機動戦艦ナデシコ

〜時の旅人〜

 

 

 

第一話 気になる彼の堕とし方☆ミ

 

 

 

「……!!」

「夢か……?」

広大な草原。

ユリカの姿を借りていた人物。

遺跡の管理人。

これら総てが、まるで幻のように自分の思考から消えていく……

「夢……だよな?」

 

「ふっ……そうだよな。あんな馬鹿げた話、夢でしか有り得ないよな……」

アキトはようやく意識がはっきりしてきた。

「まさか、あんな妙な夢まで見るようになっちまうとはな。
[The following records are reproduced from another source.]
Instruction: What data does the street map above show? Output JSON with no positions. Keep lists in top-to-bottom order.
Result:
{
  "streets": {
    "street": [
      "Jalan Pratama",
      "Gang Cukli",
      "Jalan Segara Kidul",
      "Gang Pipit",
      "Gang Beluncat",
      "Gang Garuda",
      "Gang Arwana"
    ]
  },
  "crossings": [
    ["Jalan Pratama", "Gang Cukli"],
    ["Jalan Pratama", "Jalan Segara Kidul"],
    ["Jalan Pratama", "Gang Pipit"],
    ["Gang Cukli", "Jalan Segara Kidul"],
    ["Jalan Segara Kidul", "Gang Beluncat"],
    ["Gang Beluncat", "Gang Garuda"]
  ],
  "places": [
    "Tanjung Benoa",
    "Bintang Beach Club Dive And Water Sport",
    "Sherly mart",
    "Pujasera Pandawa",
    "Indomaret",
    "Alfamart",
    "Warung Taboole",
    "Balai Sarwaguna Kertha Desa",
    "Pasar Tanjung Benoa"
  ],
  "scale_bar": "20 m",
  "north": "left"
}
ついに俺もだめかな…………ん?」

アキトはそこまで言って自分の体の違和感に気付いた。

「目が……見える!?」

まさかこれも夢じゃないだろうな。と思い、試しに自分の頬をつねってみる。

痛い。

「痛さを感じる……?まさか!」

そう言ってアキトは懐に隠してあった銃を触ってみたり、黒百合の匂いをかいでみたり(←何処から出した?)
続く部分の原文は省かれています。